Task goal
Scan the records below for the word "names". Copy each line where it appears.

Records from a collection
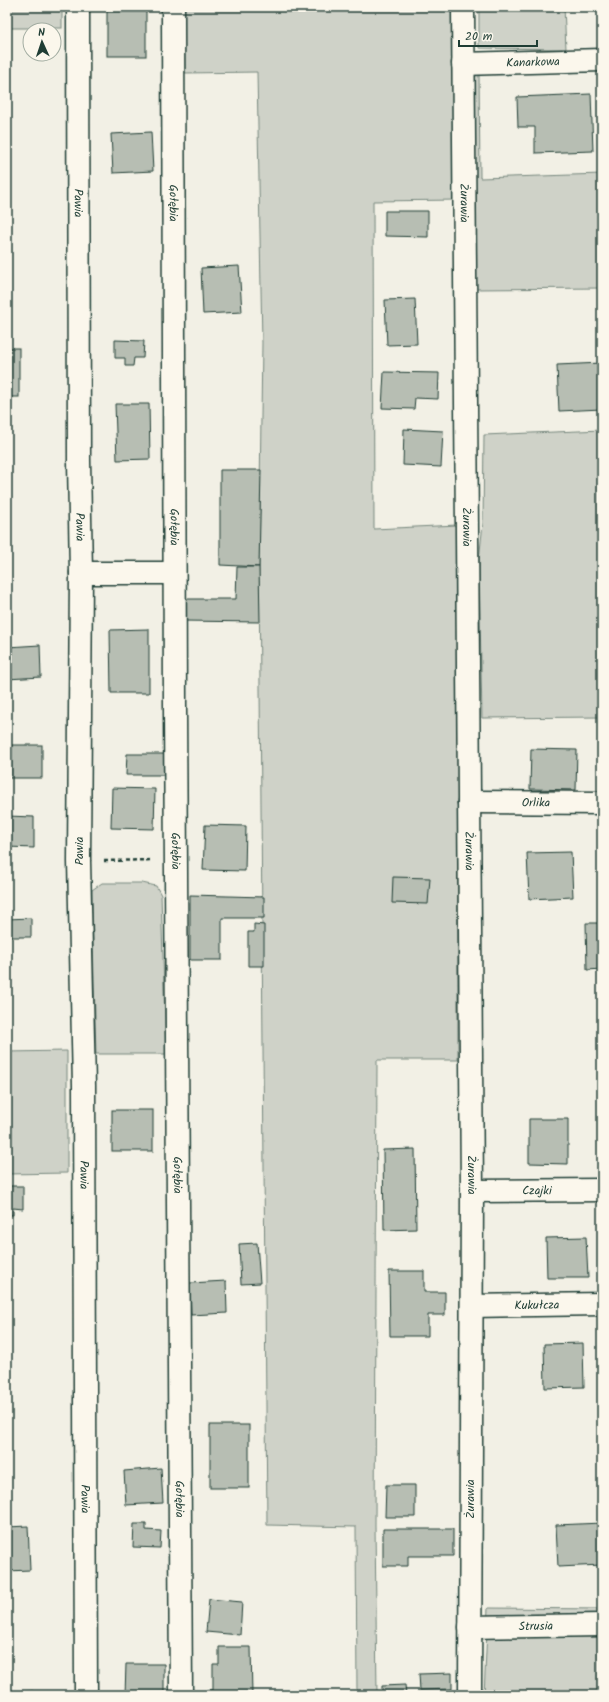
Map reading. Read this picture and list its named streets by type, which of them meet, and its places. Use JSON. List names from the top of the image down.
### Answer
{
  "streets": {
    "street": [
      "Kanarkowa",
      "Pawia",
      "Gołębia",
      "Żurawia",
      "Orlika",
      "Czajki",
      "Kukułcza",
      "Strusia"
    ]
  },
  "crossings": [
    ["Kanarkowa", "Żurawia"],
    ["Żurawia", "Orlika"],
    ["Żurawia", "Czajki"],
    ["Żurawia", "Kukułcza"],
    ["Żurawia", "Strusia"]
  ],
  "scale_bar": "20 m",
  "north": "top"
}
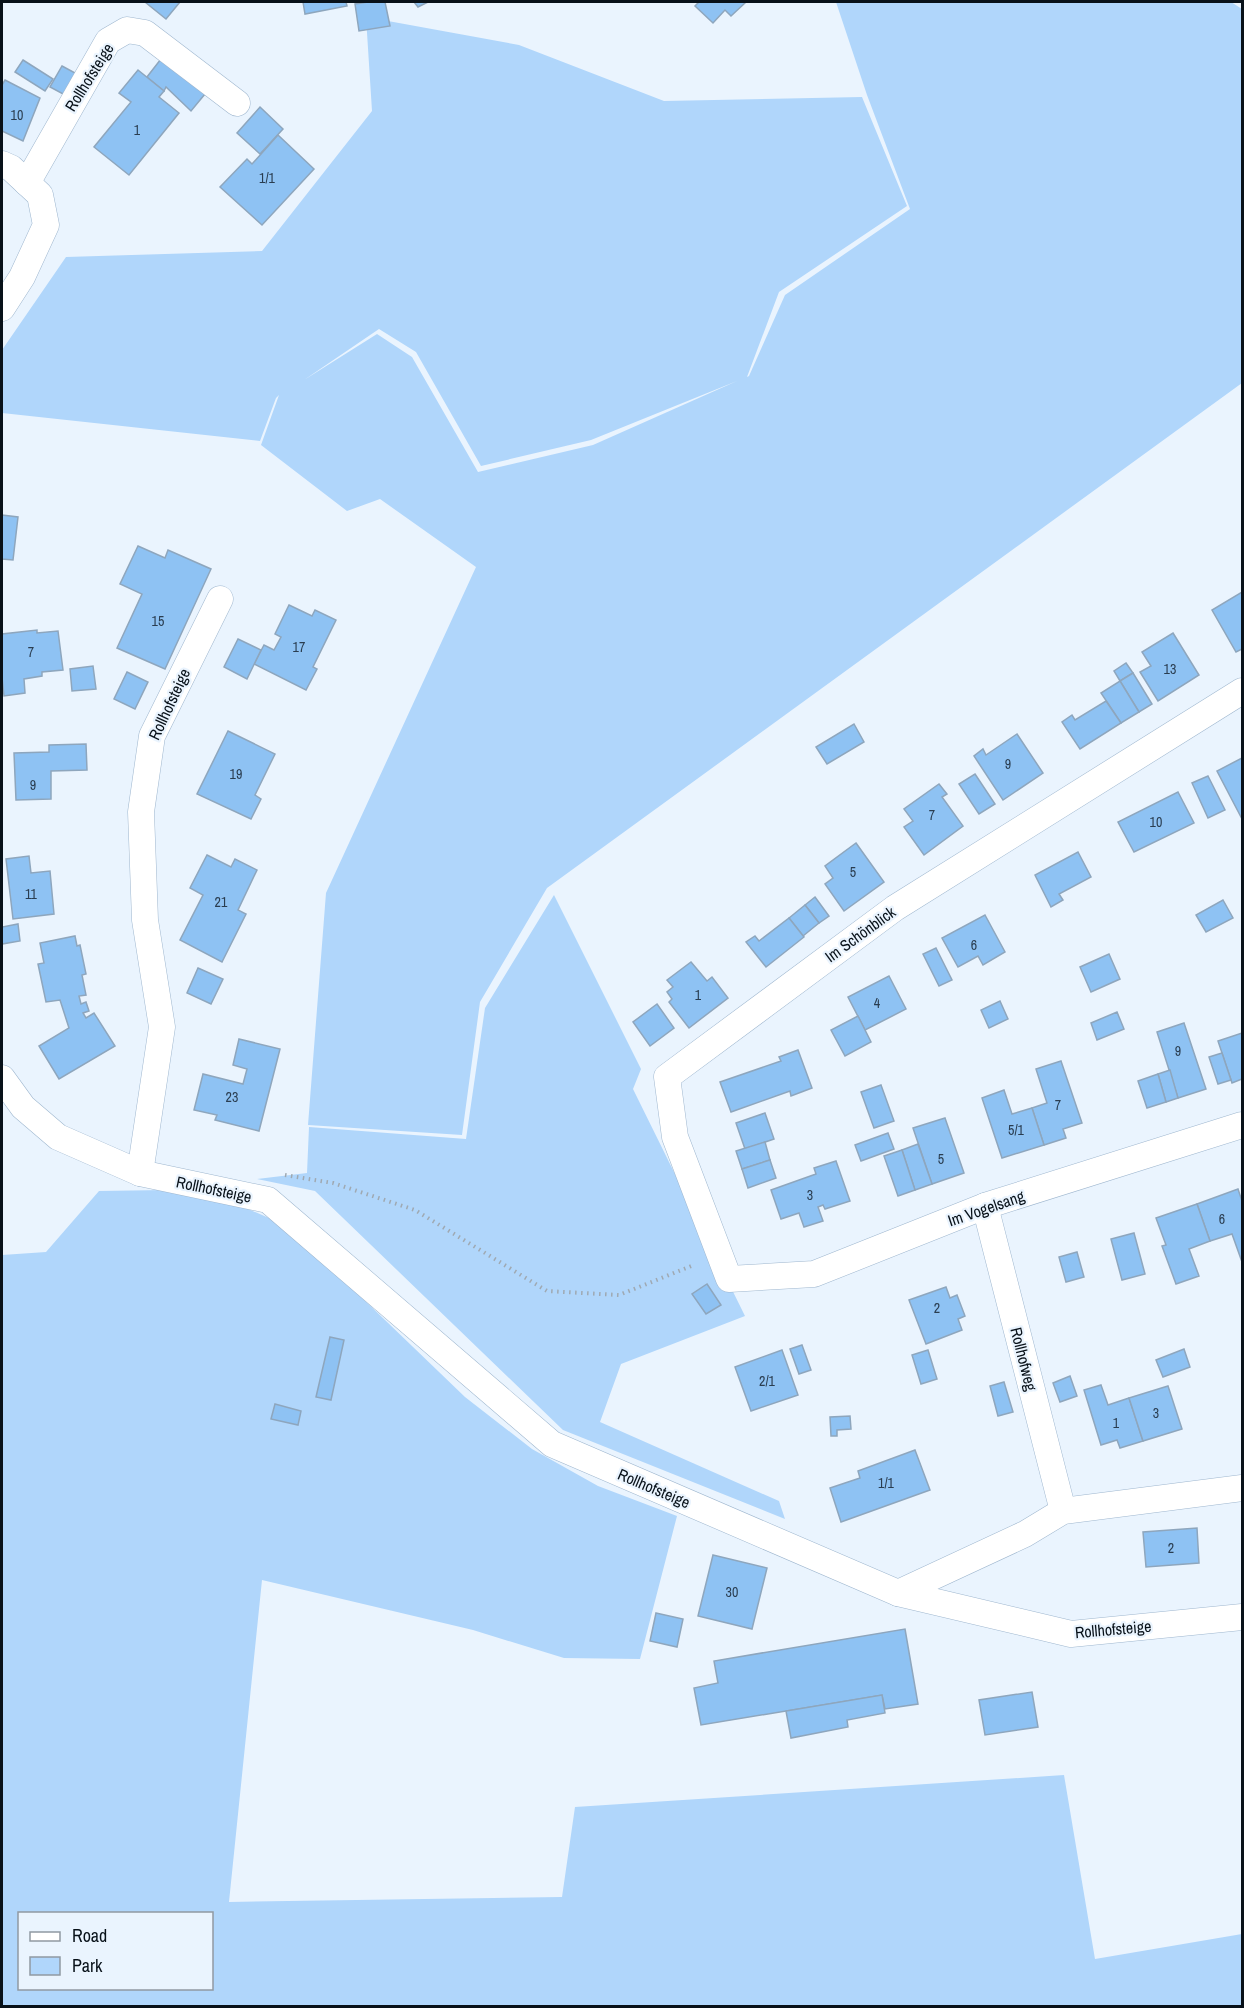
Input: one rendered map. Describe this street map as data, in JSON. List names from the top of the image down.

Final answer
Map reading. Read this picture and list its named streets by type, which of them meet, and its places. Use JSON. List names from the top of the image down.
Input: one rendered map. Describe this street map as data, in JSON. List names from the top of the image down.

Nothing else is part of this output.